My sub-field isn’t big on philosophical debates. We don’t tend to get hung up on how to measure an infinite universe, or in arguing about how to interpret quantum mechanics. Instead, we develop new calculation techniques, which tends to nicely sidestep all of that.
If there’s anything we do get philosophical about, though, any question with a little bit of ambiguity, it’s this: What counts as an analytic result?
“Analytic” here is in contrast to “numerical”. If all we need is a number and we don’t care if it’s slightly off, we can use numerical methods. We have a computer use some estimation trick, repeating steps over and over again until we have approximately the right answer.
“Analytic”, then, refers to everything else. When you want an analytic result, you want something exact. Most of the time, you don’t just want a single number: you want a function, one that can give you numbers for whichever situation you’re interested in.
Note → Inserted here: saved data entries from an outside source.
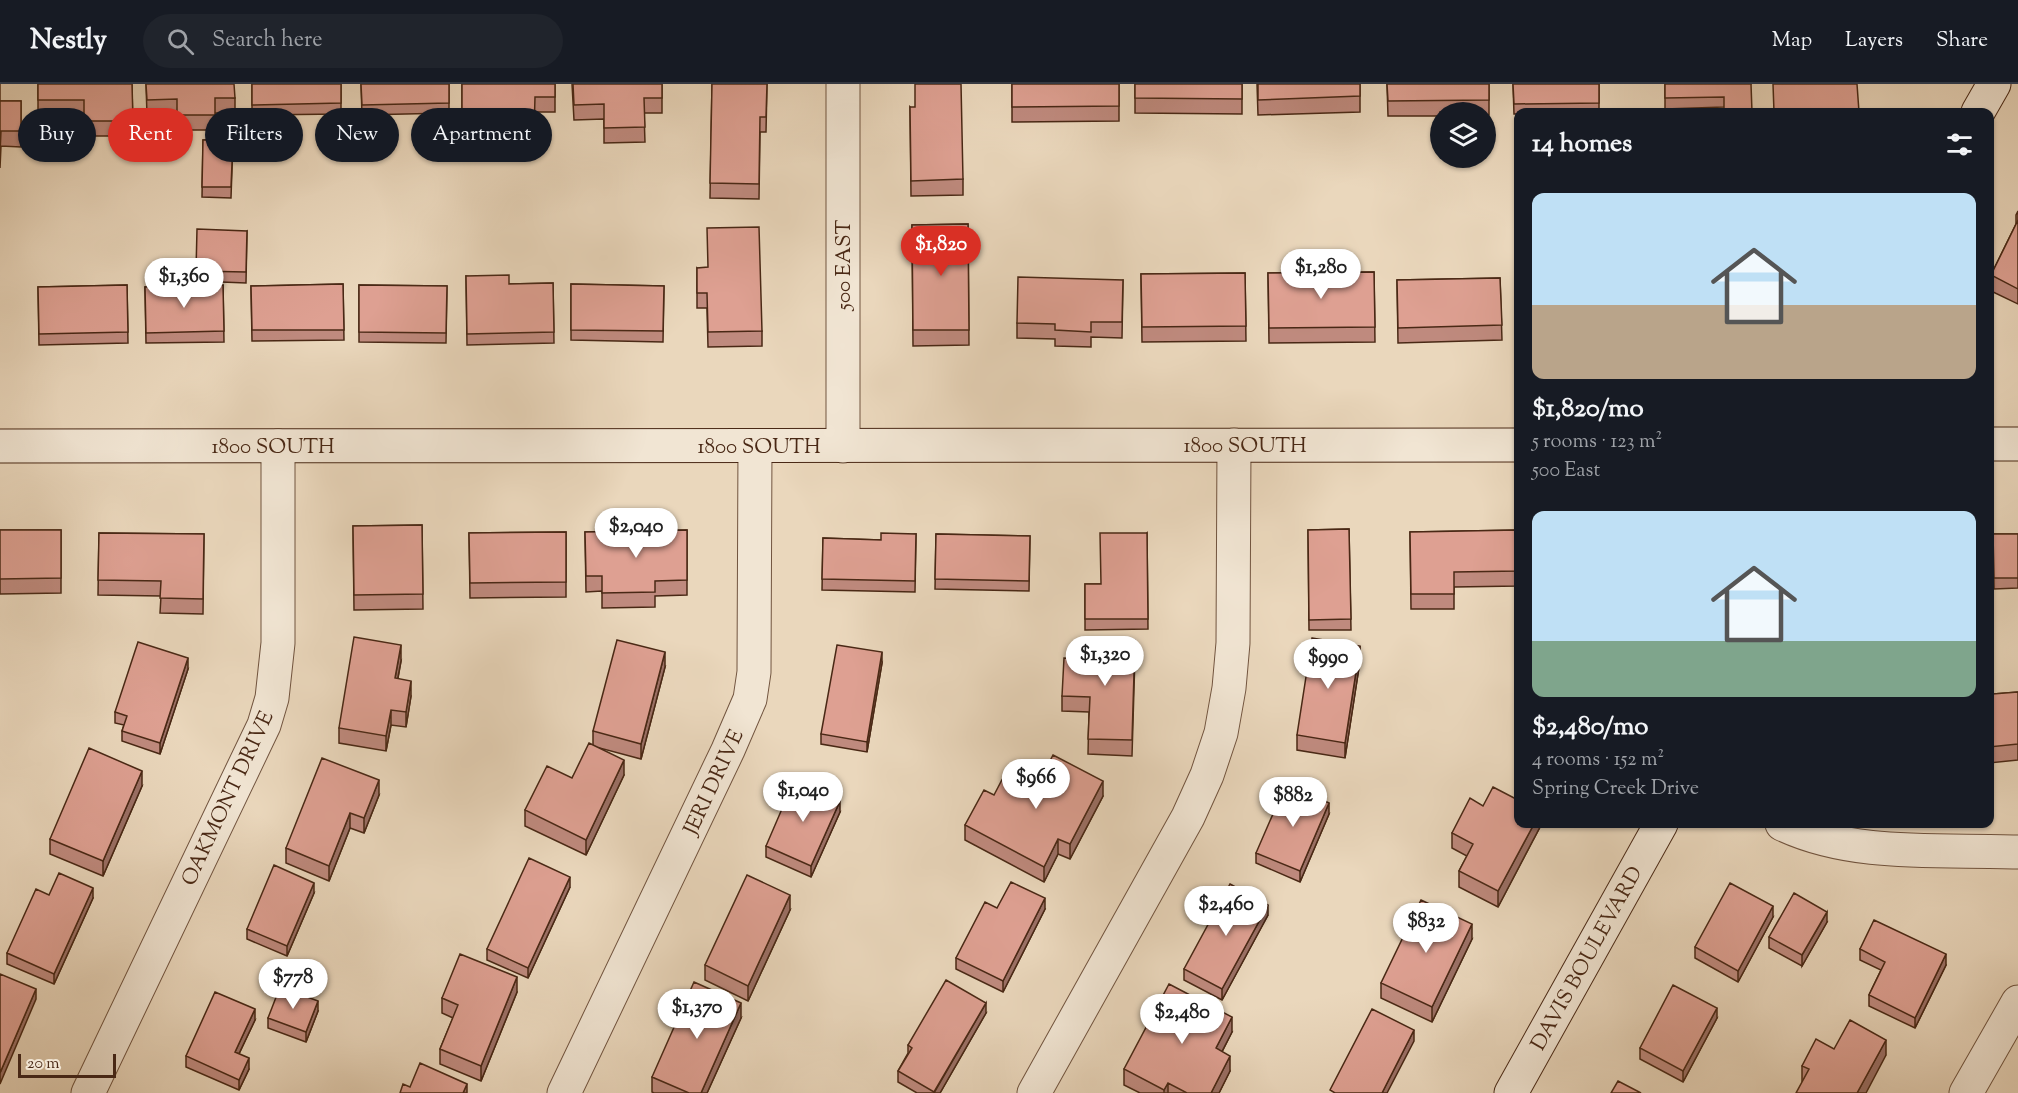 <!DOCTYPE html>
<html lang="en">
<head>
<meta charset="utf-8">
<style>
  :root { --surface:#171b24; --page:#20242c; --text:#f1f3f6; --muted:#9ea1a6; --line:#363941; --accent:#d93025 }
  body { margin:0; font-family:"Sorts Mill Goudy",serif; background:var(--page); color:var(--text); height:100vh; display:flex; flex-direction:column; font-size:22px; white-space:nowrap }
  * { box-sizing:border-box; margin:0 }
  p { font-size:20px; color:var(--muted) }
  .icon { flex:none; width:33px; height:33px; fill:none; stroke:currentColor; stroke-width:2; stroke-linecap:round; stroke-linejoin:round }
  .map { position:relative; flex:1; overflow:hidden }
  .side { position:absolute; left:1514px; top:24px; width:480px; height:720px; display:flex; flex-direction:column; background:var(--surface); border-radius:12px; box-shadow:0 2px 4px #0004 }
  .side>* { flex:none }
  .guide { position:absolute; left:18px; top:24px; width:570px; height:54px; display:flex; gap:12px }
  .fabs { position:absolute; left:1430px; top:18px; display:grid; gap:12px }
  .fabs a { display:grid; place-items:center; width:66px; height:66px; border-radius:50%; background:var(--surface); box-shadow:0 2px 4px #0004; font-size:30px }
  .scale { position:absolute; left:18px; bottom:15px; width:98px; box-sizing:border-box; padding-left:6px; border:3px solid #492815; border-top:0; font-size:16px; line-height:21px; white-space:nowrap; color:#492815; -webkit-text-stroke:4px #f1e5d3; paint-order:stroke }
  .price { position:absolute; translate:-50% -51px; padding:0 14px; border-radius:21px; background:#fff; color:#222; font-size:20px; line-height:39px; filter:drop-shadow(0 2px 3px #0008) }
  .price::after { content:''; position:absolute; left:50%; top:36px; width:18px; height:14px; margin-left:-9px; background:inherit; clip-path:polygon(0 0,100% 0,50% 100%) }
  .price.current { background:var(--accent); color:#fff }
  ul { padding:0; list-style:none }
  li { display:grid; align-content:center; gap:12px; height:318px; padding:0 18px }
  li span { display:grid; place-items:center; height:186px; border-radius:12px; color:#555 }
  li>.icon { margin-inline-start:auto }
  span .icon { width:108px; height:108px; fill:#fffc; stroke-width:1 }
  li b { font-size:26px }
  h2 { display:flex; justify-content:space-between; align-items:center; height:72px; padding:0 18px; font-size:26px }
  .chip { padding:0 21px; border-radius:27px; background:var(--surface); box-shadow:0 2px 4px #0004; font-size:21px; line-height:54px }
  .chip.current { background:var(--accent); color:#fff }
  header { display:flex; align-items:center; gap:36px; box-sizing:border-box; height:84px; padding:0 30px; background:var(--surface); border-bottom:2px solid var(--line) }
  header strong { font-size:28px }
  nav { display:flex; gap:33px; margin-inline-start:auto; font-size:21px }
  .search { width:420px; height:54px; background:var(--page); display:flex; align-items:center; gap:15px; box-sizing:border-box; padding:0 21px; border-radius:33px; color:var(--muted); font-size:22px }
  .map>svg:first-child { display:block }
</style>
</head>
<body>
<header>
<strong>Nestly</strong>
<div class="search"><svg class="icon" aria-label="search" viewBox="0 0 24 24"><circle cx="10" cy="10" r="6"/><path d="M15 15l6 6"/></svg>Search here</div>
<nav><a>Map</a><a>Layers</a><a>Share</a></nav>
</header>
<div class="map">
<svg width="2018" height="1009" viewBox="0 0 2018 1009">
  <rect width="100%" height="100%" fill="#ead7bc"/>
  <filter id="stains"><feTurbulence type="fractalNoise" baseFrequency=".00333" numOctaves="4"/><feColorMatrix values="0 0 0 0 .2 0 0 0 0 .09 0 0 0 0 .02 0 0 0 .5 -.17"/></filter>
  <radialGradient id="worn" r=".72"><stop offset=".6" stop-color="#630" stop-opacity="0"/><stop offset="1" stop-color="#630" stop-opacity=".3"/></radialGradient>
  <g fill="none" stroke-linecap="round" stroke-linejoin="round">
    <defs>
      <path id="street" d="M843,362V0
        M1782,740C1853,774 1941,765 2018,768
        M88,1009L264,641L272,614L278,559V362
        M564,1009L728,666L750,615L754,588L755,362
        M1034,1009L1188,733L1207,691L1221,649L1229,604L1233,559L1234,361
        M1966,1009L2018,918"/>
      <path id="secondary" d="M1978,28L1994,0
        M1989,360H2018
        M0,362L1518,361
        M1511,1009L1661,740"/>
    </defs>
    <use href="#street" stroke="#71543f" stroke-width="35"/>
    <use href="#secondary" stroke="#492815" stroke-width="35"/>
    <use href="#street" stroke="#f1e5d3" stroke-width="33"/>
    <use href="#secondary" stroke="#f1e5d3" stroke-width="33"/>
  </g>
  <path fill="#bf8a7e" stroke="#492815" stroke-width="1.5" d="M0,0V17H21V63L1,62L0,84Z
    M38,0H132L133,52H84V31H38Z
    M146,0L235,14V29H215V46H177V30L147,31Z
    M252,0H341V30L252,31Z
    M361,0H449V29L362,31Z
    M462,0H555V28H535L534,64L462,63Z
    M572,0H662V29H644L645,58L604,59V35L574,36Z
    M712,0H767L766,48H760L759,115L710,114Z
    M1012,0H1119V37L1012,38Z
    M1135,0H1242V30L1135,29Z
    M1257,0H1360V28L1258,31Z
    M1387,0H1489V31H1485V28H1440V32H1388Z
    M1513,0H1599V28H1518V30H1514Z
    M1665,0H1751L1724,23L1665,25Z
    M910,23L963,95V111L911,112Z
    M203,56H233L231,114L202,113Z
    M2018,127V220L1991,207V191L2016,140V131Z
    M968,140L969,261L913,262L912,141Z
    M247,147L246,199L196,197V187Z
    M697,184L762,247V262L708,263L707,224H697Z
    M1374,188L1375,258L1269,259L1268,189Z
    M1245,189L1246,257L1142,258L1141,190Z
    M466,192L509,200L553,199L554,259L467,261Z
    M1500,194L1502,256L1398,259L1397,196Z
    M1123,196L1122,254L1091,253V263L1055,262V255L1017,254V239Z
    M343,200L344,256L252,257L251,202Z
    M571,200L664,202L663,258L571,256Z
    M127,201L128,259L39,261L38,203Z
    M223,201L224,258L146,259L145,203Z
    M359,201L447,202L446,259L359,258Z
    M422,441L423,525L354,526L353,442Z
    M1349,445L1351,546H1309L1308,446Z
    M0,446H61V509L0,510Z
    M687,446V511L655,512V523L602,524V507L586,508L585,448Z
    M1518,446V502L1454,503V525H1411L1410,448Z
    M566,448V513L470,514L469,449Z
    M99,449L204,450L203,530L160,529L161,512L98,511Z
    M1147,449L1148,545L1085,546V500H1101Z
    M916,450L915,508L822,506L823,454L881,456Z
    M936,450L1030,452L1029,507L935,505Z
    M1993,450H2018V504L1994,505Z
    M1135,571L1132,672L1088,670L1089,628L1062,627V612Z
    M401,577L398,594L411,612L406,643L391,641L386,667L339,659V644Z
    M1360,577L1345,674L1297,666V651Z
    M882,579L867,668L821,660V650Z
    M665,583L641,675L600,664L624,691L586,771L525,742V726L572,694L593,661V647Z
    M188,585L160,670L122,657V647L124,641L115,639V628Z
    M1989,599L1993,610L2018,608V676L1989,679Z
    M142,702L103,792L50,770V755Z
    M1036,704L1103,712L1070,775L1058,770L1044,798L965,756V741L994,711Z
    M379,711L364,749L350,744L329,797L286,779V764Z
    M840,728L811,793L766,773V762Z
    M1329,730L1300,798L1256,779V769Z
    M1540,740V743L1498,823L1459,803V787L1467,772L1452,764V749Z
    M570,803L528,894L487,876V865Z
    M314,809L287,872L247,855V845Z
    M49,811L93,814L54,900L7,880V869Z
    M997,824L1045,825L1003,908L956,885V874Z
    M790,826L748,917L705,896V881Z
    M1268,831L1222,916L1184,896V885Z
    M1773,833L1738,898L1695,874V863Z
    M1827,838L1802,882L1769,864V853Z
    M1472,855L1432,938L1381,914V899Z
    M1860,865L1946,881L1915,944L1869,922V911L1881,886L1860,876Z
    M517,908L481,997L440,980V965L453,934L442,929V914Z
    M318,927L306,958L268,944V934Z
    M986,929L940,1009H917L898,998V987L908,969V961Z
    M741,934L707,1009H654L652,1008V993Z
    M1717,934L1683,998L1640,975V964Z
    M255,936L239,970L249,985L239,1006L186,983V972Z
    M1232,948L1222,968L1230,987L1219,1009H1140L1124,1001V985Z
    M1834,965L1886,971L1802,997V982Z"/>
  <path fill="#9b7066" stroke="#492815" stroke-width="1.5" d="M401,561V577L395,609V594Z
    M1360,562V577L1345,674V659Z
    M665,568V583L641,675V660Z
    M882,568V579L867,668V658Z
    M188,574V585L160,670V659Z
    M411,597V612L406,643V628Z
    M391,626V641L386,667V652Z
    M624,676V691L586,771V756Z
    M142,687V702L103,792V777Z
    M379,696V711L364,749V734Z
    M1103,697V712L1070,775V760Z
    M840,717V728L811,793V782Z
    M1329,719V730L1300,798V787Z
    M350,729V744L329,797V782Z
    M1534,740H1540V743L1498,823V807Z
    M1058,755V770L1044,798V783Z
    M570,793V803L528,894V884Z
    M314,799V809L287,872V862Z
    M93,804V814L54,900V890Z
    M790,811V826L748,917V902Z
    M1045,814V825L1003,908V897Z
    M1268,821V831L1222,916V905Z
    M1773,822V833L1738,898V887Z
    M1827,828V838L1802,882V871Z
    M1472,840V855L1432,938V923Z
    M1946,870V881L1915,944V934Z
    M517,893V908L481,997V982Z
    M36,905V915L0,1000V989Z
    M318,917V927L306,958V948Z
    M741,919V934L707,1009H701Z
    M986,919V929L940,1009H934Z
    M1717,924V934L1683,998V987Z
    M255,925V936L235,978V968Z
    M1232,933V948L1216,979V964Z
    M1414,946V957L1387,1009H1382Z
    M1886,956V971L1866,1009H1857Z
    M1230,972V987L1219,1009H1211Z
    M249,974V985L239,1006V996Z
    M1168,999V1009H1164V1006Z
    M467,1000V1009H463Z"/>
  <path fill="#dea092" stroke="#492815" stroke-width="1.5" d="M38,0H132L133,37H84V16H38Z
    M146,0H234L235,14H215V31H177V15L147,16Z
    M252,0H341V19L252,21Z
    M361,0H449V19L362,21Z
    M462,0H555V13H535L534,49L462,47Z
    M573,0H662V14H644L645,43L604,44V20L574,21Z
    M712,0H767L766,33H760L759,100L710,99Z
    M915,0H961L963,95L911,97L910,23H915Z
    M1012,0H1119V22L1012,23Z
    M1135,0H1242V15L1135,14Z
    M1258,0H1360V12L1258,16Z
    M1387,0H1489V16L1388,17Z
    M1513,0H1599V19L1514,20Z
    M1665,0H1751L1752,28H1724V13L1665,14Z
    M1773,0H1857L1859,28H1774Z
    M0,17H21V47H1L0,69Z
    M203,56H233L231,103H202Z
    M2018,136V205L1991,191Z
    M968,140L969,246H913L912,141Z
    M759,143L762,247L708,248L707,209H697V184L708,183L707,144Z
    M197,145L247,147L246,188L196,187Z
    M1374,188L1375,243L1269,244L1268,189Z
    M1245,189L1246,242L1142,243L1141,190Z
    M509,191V200L553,199L554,248L467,250L466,192Z
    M1018,193L1123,196L1122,238H1091V248L1055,246V240L1017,239Z
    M1500,194L1502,241L1398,244L1397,196Z
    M343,200L344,246H252L251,202Z
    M571,200L664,202L663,247L571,246Z
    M127,201L128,248L39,250L38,203Z
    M223,201L224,247L146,249L145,203Z
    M359,201L447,202L446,249L359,248Z
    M422,441L423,510L354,511L353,442Z
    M1349,445L1351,535L1309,536L1308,446Z
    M0,446H61V494L0,495Z
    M687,446V496L655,497V508L602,509V492H586L585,448Z
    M1518,446V487L1454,488V510H1411L1410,448Z
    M566,448V498L470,499L469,449Z
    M99,449L204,450L203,515L160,514L161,497L98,496Z
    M881,449L916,450L915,497L822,495L823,454L881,456Z
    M1100,449H1147L1148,535H1085V500H1101Z
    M936,450L1030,452L1029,497L935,495Z
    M1993,450H2018V494H1994Z
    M354,553L401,561L395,594L411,597L406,628L391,626L386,652L339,644Z
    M1089,554L1135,556L1132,656L1088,655L1090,613L1062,612L1064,574L1088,575Z
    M1312,554L1360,562L1345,659L1297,651Z
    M617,556L665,568L641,660L593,647Z
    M138,558L188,574L160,659L122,647L127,632L115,628Z
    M837,561L882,568L867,658L821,650Z
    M1989,599H1992L1993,610L2018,608V660L1989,663Z
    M589,659L624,676L586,756L525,726L547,682L572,694Z
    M89,664L142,687L103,777L50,755Z
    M1053,671L1103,697L1070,760L1058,755L1044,783L965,741L984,706L994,711L1006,688L1036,704Z
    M322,674L379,696L364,734L350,729L329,782L286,764Z
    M794,697L840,717L811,782L766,762Z
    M1286,700L1329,719L1300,787L1256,769Z
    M1493,703L1518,716V740H1534L1498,807L1459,787L1473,760L1452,749L1470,714L1483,722Z
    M529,774L570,793L528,884L487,865Z
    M274,781L314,799L287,862L247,845Z
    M59,789L93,804L54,890L7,869L36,805L49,811Z
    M747,791L790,811L748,902L705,881Z
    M1011,798L1045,814L1003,897L956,874L985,818L997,824Z
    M1730,799L1773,822L1738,887L1695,863Z
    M1230,800L1268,821L1222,905L1184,885Z
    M1794,809L1827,828L1802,871L1769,853Z
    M1421,816L1472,840L1432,923L1381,899Z
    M1874,836L1946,870L1915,934L1869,911L1885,878L1860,865Z
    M460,870L517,893L481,982L440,965L458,921L442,914Z
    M0,890L36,905L0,989Z
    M946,896L986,919L934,1008L898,987L912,964L908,961Z
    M694,898L741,919L701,1009H689L652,993Z
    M1169,900L1232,933L1216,964L1230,972L1211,1009H1187L1168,999L1164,1006L1124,985Z
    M1673,901L1717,924L1683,987L1640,964Z
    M280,903L318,917L306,948L268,934Z
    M215,908L255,925L235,968L249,974L239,996L186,972Z
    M1372,925L1414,946L1382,1009H1335L1330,1006Z
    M1850,936L1886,956L1857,1009H1796L1809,985L1802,982L1816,955L1834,965Z
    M420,979L467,1000L463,1009H400L403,1000L410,1003Z
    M1618,997L1641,1009H1611Z"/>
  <g text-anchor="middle" stroke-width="5" stroke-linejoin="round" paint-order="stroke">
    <g font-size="21" fill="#492815" stroke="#f1e5d3">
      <text transform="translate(843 181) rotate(-90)" y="7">500 EAST</text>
      <text x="1245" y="368">1800 SOUTH</text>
      <text x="273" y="369">1800 SOUTH</text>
      <text x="759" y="369">1800 SOUTH</text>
      <text transform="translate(713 698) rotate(-65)" y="7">JERI DRIVE</text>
      <text transform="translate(227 714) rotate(-65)" y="7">OAKMONT DRIVE</text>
      <text transform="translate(1586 874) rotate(-61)" y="7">DAVIS BOULEVARD</text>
    </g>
  </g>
  <rect width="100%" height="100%" filter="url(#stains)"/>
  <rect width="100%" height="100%" fill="url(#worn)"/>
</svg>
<div class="fabs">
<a><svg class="icon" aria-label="layers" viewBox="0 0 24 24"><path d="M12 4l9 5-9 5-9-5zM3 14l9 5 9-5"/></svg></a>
</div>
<div class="scale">20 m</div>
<b class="price current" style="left:941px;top:193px">$1,820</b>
<b class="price" style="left:1321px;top:216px">$1,280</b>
<b class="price" style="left:184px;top:225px">$1,360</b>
<b class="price" style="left:636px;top:475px">$2,040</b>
<b class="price" style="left:1105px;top:603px">$1,320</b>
<b class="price" style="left:1328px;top:606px">$990</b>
<b class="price" style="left:1036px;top:726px">$966</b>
<b class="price" style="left:803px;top:739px">$1,040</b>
<b class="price" style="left:1293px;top:744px">$882</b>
<b class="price" style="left:1226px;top:853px">$2,460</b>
<b class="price" style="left:1426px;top:870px">$832</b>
<b class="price" style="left:293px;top:926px">$778</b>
<b class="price" style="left:697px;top:956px">$1,370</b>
<b class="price" style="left:1182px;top:961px">$2,480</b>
<div class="guide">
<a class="chip">Buy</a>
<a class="chip current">Rent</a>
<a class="chip">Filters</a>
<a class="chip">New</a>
<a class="chip">Apartment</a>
</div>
<section class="side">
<h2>14 homes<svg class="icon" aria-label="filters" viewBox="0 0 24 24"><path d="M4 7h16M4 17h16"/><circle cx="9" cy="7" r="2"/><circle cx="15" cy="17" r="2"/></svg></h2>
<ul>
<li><span style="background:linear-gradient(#bfe0f5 60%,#b9a48a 0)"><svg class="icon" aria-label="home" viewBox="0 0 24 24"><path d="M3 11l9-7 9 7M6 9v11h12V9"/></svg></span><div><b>$1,820/mo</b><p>5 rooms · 123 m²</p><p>500 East</p></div></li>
<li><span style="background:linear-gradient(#bfe0f5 70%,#7fa58c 0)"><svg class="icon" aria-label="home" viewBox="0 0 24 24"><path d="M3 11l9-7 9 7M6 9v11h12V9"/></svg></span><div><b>$2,480/mo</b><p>4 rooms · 152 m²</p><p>Spring Creek Drive</p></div></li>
</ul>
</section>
</div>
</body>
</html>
It might sound like there’s no ambiguity there. If it’s a function, with sines and cosines and the like, then it’s clearly analytic. If you can only get numbers out through some approximation, it’s numerical. But as the following example shows, things can get a bit more complicated.
Suppose you’re trying to calculate something, and you find the answer is some messy integral. Still, you’ve simplified the integral enough that you can do numerical integration and get some approximate numbers out. What’s more, you can express the integral as an infinite series, so that any finite number of terms will get close to the correct result. Maybe you even know a few special cases, situations where you plug specific numbers in and you do get an exact answer.
It might sound like you only know the answer numerically. As it turns out, though, this is roughly how your computer handles sines and cosines.
When your computer tries to calculate a sine or a cosine, it doesn’t have access to the exact solution all of the time. It does have some special cases, but the rest of the time it’s using an infinite series, or some other numerical trick. Type in a random sine into your calculator and it will be just as approximate as if you did a numerical integration.
So what’s the real difference?
Rather than how we get numbers out, think about what else we know. We know how to take derivatives of sines, and how to integrate them. We know how to take limits, and series expansions. And we know their relations to other functions, including how to express them in terms of other things.
If you can do that with your integral, then you’ve probably got an analytic result. If you can’t, then you don’t.
What if you have only some of the requirements, but not the others? What if you can take derivatives, but don’t know all of the identities between your functions? What if you can do series expansions, but only in some limits? What if you can do all the above, but can’t get numbers out without a supercomputer?
That’s where the ambiguity sets in.
In the end, whether or not we have the full analytic answer is a matter of degree. The closer we can get to functions that mathematicians have studied and understood, the better grasp we have of our answer and the more “analytic” it is. In practice, we end up with a very pragmatic approach to knowledge: whether we know the answer depends entirely on what we can do with it.